Rethinking Yellow Fever’s Atlantic World History

Event time: 
Friday, February 23, 2018 - 11:00am to 1:00pm
Location: 
Henry R. Luce Hall (LUCE ), 203 See map
34 Hillhouse Avenue
New Haven, CT 06511
Event description: 

Paul S. Sutter is a Professor in the History Department of the University of Colorado, Boulder. He teaches Modern U.S. History and Environmental History. He is the author of Driven Wild: How the Fight against Automobiles Launched the Modern Wilderness Movement (2002) and Let Us Now Praise Famous Gullies: Providence Canyon and the Soils of the South (2015).

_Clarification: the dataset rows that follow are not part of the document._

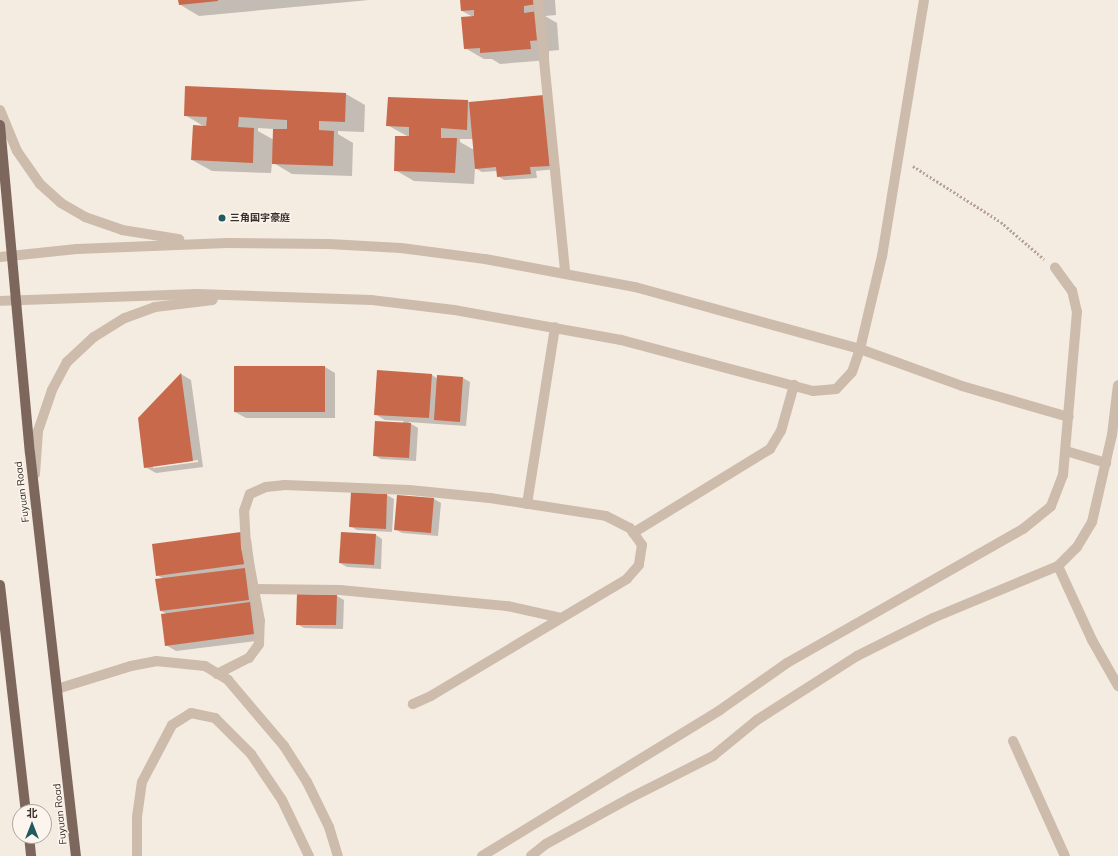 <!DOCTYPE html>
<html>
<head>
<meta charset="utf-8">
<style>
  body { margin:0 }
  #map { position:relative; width:1118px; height:856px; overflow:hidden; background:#f4ebe1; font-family:Mulish,"Noto Sans SC",sans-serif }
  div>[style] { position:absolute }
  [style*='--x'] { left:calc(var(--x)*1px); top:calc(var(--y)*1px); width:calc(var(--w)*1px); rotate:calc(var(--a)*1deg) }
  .shadow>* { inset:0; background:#0003 }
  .building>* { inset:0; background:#c8694b }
  .path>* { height:2.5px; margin-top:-1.25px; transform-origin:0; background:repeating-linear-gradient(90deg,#b9a596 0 2px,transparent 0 4px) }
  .minor>* { height:10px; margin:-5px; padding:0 5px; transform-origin:5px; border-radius:5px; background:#cdbbac }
  .primary>* { height:10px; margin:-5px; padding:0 5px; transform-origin:5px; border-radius:5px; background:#7d675c }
  .dots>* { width:11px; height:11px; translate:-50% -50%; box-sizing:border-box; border:2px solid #fbf5ee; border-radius:50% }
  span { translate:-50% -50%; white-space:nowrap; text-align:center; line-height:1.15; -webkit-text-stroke:3px #fbf5ee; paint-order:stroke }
  .poi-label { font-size:10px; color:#3b302b; font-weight:700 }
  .left { translate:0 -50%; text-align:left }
  .street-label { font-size:10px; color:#3b302b }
  .north { position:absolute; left:12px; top:804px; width:40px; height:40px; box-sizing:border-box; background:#fbf5ee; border:1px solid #aea6a0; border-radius:50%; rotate:0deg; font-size:11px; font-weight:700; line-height:16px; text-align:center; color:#3b302b }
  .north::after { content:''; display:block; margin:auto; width:14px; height:18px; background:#1f5a5e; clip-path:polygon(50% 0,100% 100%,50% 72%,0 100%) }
</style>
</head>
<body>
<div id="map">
  <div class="shadow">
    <div style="clip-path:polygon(179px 0,369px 0,199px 16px,179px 4px)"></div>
    <div style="clip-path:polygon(461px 0,555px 0,556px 15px,545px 16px,557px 23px,559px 50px,549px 51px,549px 60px,500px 64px,492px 59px,484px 59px,465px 48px,473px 17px,462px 11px)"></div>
    <div style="clip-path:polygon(evenodd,346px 94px,365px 105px,364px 132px,338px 131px,338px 134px,353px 143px,352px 176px,292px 174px,272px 162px,271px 173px,212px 171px,192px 160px,205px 127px,185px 115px,346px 94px,258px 128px,274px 129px,274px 140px,258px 131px,258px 128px)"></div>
    <div style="clip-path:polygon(evenodd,389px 98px,468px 101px,556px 169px,536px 171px,537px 178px,504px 180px,498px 176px,497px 171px,482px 172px,475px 168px,474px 184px,414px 181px,395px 170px,409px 137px,387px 125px,389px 98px,460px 139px,473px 139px,474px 150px,460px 142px,460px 139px)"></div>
    <div style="clip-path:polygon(325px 367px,335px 373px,335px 418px,246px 418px,235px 412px)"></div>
    <div style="clip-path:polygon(evenodd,181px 374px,191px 380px,203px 467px,156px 473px,145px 467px,181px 374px,198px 460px,198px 462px,153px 468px,153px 466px,198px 460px)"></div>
    <div style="clip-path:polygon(432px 375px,438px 379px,463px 378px,470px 382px,466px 426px,408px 422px,418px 428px,416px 461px,381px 459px,374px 455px,404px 421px,385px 420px,375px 414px)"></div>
    <div style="clip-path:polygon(352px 493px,387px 495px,394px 499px,392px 532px,357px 530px,350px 526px)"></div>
    <div style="clip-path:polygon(434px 499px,441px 503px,438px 536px,402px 533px,395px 529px)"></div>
    <div style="clip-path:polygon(240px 533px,251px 539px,264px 640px,176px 651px,166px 645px,167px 614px,161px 611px,164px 579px,157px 575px)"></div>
    <div style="clip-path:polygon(376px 535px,382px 539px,381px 569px,347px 567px,340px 563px)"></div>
    <div style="clip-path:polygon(337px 596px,344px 600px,343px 629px,304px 628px,297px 624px)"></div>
  </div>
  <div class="building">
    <div style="clip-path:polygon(178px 0,218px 0,218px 1px,179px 5px)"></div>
    <div style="clip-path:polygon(460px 0,537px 0,537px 4px,524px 6px,524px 13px,538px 11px,540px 40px,530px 41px,531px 49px,480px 53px,480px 48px,464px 49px,461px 17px,474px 16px,474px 10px,461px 11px)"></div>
    <div style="clip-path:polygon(185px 86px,346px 93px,345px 122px,319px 121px,319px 130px,334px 131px,333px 166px,272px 164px,273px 129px,287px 129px,287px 120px,239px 117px,238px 127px,254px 128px,253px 163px,191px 160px,193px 125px,206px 126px,207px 117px,184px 116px)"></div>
    <div style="clip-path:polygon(544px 95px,550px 166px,530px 167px,531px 174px,497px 177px,496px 167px,475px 169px,469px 102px)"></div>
    <div style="clip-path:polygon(388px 97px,468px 100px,467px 130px,441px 128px,441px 138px,457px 138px,455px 173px,394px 171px,395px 136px,409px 136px,409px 127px,386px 126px)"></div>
    <div style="clip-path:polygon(234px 366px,325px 366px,325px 412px,234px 412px)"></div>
    <div style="clip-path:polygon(377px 370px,432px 374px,429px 418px,374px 415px)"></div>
    <div style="clip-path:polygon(181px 373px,193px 461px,144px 468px,138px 418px)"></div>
    <div style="clip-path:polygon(437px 375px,463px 377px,460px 422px,434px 420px)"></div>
    <div style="clip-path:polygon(375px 421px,411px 423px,409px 458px,373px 456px)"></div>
    <div style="clip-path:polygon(351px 492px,387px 494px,386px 529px,349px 527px)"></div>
    <div style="clip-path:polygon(397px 495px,434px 498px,431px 533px,394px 530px)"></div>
    <div style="clip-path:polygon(241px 532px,245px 564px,156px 576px,152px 544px)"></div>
    <div style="clip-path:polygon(341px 532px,376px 534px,374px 565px,339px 563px)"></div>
    <div style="clip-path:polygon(245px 568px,249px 600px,160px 611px,155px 579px)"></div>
    <div style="clip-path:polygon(297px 594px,337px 595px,336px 625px,296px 625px)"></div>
    <div style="clip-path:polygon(250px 602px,254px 634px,165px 646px,161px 614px)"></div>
  </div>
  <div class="path">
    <div style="--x:913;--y:166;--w:104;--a:32.5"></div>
    <div style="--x:1001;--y:222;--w:57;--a:40.7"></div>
  </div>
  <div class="minor">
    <div style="--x:538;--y:0;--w:273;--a:84.3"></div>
    <div style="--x:924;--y:0;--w:259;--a:99.3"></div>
    <div style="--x:882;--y:256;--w:96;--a:103.3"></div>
    <div style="--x:860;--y:349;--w:109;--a:19.9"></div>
    <div style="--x:962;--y:386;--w:111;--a:16.2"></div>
    <div style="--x:0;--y:110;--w:44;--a:67.5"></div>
    <div style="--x:17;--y:151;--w:40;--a:55.1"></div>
    <div style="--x:40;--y:184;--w:28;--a:42"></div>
    <div style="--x:61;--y:203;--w:28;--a:30"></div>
    <div style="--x:85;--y:217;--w:39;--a:19"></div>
    <div style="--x:122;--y:230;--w:58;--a:9"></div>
    <div style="--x:0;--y:257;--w:77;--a:-5.9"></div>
    <div style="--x:77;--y:249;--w:150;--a:-2.3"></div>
    <div style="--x:227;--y:243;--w:102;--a:0.6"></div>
    <div style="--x:329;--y:244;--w:72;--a:3.2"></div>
    <div style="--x:401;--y:248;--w:85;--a:7.5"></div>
    <div style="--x:485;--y:259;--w:153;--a:10.6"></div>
    <div style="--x:635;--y:287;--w:233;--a:15.4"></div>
    <div style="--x:860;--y:349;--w:24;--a:109"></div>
    <div style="--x:852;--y:372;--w:23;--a:133"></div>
    <div style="--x:836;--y:389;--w:23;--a:175"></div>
    <div style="--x:813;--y:391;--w:199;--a:-165.1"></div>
    <div style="--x:621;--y:340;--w:170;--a:-169.8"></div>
    <div style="--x:454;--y:310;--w:84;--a:-173.1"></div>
    <div style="--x:371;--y:300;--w:174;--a:-178"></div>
    <div style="--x:197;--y:294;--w:197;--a:178"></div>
    <div style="--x:1066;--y:451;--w:42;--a:16.7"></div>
    <div style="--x:35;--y:474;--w:43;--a:-86"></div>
    <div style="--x:38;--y:431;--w:43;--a:-71.1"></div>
    <div style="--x:52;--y:390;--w:32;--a:-62"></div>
    <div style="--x:67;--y:362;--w:37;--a:-43"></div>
    <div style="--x:94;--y:337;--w:36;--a:-32"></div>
    <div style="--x:125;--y:318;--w:32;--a:-20"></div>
    <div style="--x:155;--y:307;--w:58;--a:-6.9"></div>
    <div style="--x:527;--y:504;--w:179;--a:-81"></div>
    <div style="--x:633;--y:533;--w:161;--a:-31.5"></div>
    <div style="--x:770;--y:449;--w:21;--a:-59"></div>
    <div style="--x:781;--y:431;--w:48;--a:-74.2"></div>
    <div style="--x:1058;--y:566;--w:81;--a:65.3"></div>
    <div style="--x:1092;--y:640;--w:53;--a:60.5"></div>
    <div style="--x:254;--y:589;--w:86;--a:0.7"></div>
    <div style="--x:340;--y:590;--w:168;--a:5.5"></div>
    <div style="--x:507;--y:606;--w:55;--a:12.5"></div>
    <div style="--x:217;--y:674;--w:36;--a:-27"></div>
    <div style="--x:249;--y:658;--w:17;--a:-54"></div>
    <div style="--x:259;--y:644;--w:23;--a:-88"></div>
    <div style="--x:260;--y:621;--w:75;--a:-100.7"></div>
    <div style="--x:246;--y:547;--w:36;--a:-93"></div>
    <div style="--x:244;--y:511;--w:18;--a:-71"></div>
    <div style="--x:250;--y:494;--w:17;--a:-24"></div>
    <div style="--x:266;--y:487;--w:19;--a:-6"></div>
    <div style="--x:285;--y:485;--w:124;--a:2.3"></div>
    <div style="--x:409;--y:490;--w:81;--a:5.6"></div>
    <div style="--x:490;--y:498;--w:117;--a:8.8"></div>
    <div style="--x:606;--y:516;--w:27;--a:27"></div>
    <div style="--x:630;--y:528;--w:21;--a:55"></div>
    <div style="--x:642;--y:545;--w:20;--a:99"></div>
    <div style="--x:639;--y:565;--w:18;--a:131"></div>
    <div style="--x:627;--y:579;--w:228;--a:149.2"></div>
    <div style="--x:431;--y:696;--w:20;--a:156"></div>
    <div style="--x:57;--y:689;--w:77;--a:-17.3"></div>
    <div style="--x:131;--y:666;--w:25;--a:-11"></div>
    <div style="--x:156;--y:661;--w:49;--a:5.8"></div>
    <div style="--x:205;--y:666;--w:27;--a:31"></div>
    <div style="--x:228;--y:680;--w:87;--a:49.7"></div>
    <div style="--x:284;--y:746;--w:43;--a:57.4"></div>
    <div style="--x:307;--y:782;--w:50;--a:63.9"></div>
    <div style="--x:329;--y:827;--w:30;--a:73"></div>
    <div style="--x:1013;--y:741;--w:126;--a:65.7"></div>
    <div style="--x:137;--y:856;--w:39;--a:-90"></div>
    <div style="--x:137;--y:817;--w:35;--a:-82"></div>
    <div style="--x:142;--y:782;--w:64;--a:-62.2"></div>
    <div style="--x:172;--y:725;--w:22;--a:-32"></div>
    <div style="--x:191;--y:713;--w:25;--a:12"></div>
    <div style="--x:215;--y:718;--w:51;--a:45"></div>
    <div style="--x:251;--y:754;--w:55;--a:56"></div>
    <div style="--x:282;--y:800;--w:62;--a:64.3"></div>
    <div style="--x:482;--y:856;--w:279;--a:-31.5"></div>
    <div style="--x:720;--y:710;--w:82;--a:-35"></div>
    <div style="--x:787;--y:663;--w:271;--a:-29.6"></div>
    <div style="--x:1023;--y:529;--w:36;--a:-39"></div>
    <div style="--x:1051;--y:506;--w:33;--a:-69"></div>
    <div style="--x:1063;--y:475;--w:164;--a:-85.1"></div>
    <div style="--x:1077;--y:312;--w:22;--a:-103"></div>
    <div style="--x:1072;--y:291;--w:29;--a:-126"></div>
    <div style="--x:531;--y:856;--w:19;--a:-39"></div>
    <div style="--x:546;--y:844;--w:96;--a:-28.7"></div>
    <div style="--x:630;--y:798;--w:93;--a:-26.8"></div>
    <div style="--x:713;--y:756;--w:57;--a:-39.3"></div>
    <div style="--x:757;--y:720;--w:119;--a:-32.6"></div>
    <div style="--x:857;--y:656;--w:85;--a:-26.6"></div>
    <div style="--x:933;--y:618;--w:135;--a:-22.6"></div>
    <div style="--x:1058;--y:566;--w:27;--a:-45"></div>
    <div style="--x:1077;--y:547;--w:29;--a:-59"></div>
    <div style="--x:1092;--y:522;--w:89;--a:-77.1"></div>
    <div style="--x:1112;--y:435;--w:50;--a:-83.2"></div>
  </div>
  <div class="primary">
    <div style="--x:0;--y:125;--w:329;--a:84.8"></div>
    <div style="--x:30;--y:453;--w:406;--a:83.5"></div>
    <div style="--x:0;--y:585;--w:228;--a:83.5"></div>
    <div style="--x:29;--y:836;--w:20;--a:84"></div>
  </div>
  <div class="dots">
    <div style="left:222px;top:218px;background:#1f5a5e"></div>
  </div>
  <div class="poi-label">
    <span class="left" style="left:230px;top:218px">三角国宇豪庭</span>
  </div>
  <div class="street-label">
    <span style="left:22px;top:492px;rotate:-97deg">Fuyuan Road</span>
    <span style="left:60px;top:814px;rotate:-96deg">Fuyuan Road</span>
  </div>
  <div class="north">北</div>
</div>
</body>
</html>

He has also co-authored of The Art of Managing Longleaf: A Personal History of the Stoddard Neel Approach (with Leon Neel and Albert Way, 2010), and co-edited Environmental History and the American South: A Reader (with Christopher Manganiello, 2009). His current book project “Pulling the Teeth of the Tropics: Environment, Disease, Race, and the U.S. Sanitary Program in Panama, 1904-1914” is an environmental and public health history of the construction of the Panama Canal. Dr. Sutter has also written a number of influential essays on environmental historiography, including a recent state-of-the-field essay in the Journal of American History (June 2013), and he is the Series Editor for Weyerhaeuser Environmental Books, published by the University of Washington Press. He has received major fellowships from the Smithsonian Institution, the Huntington Library, the National Endowment for the Humanities, and the National Library of Medicine/National Institutes of Health. He will be a Fellow at the Rachel Carson Center for Environment and Society in Munich, Germany during the Fall of 2016.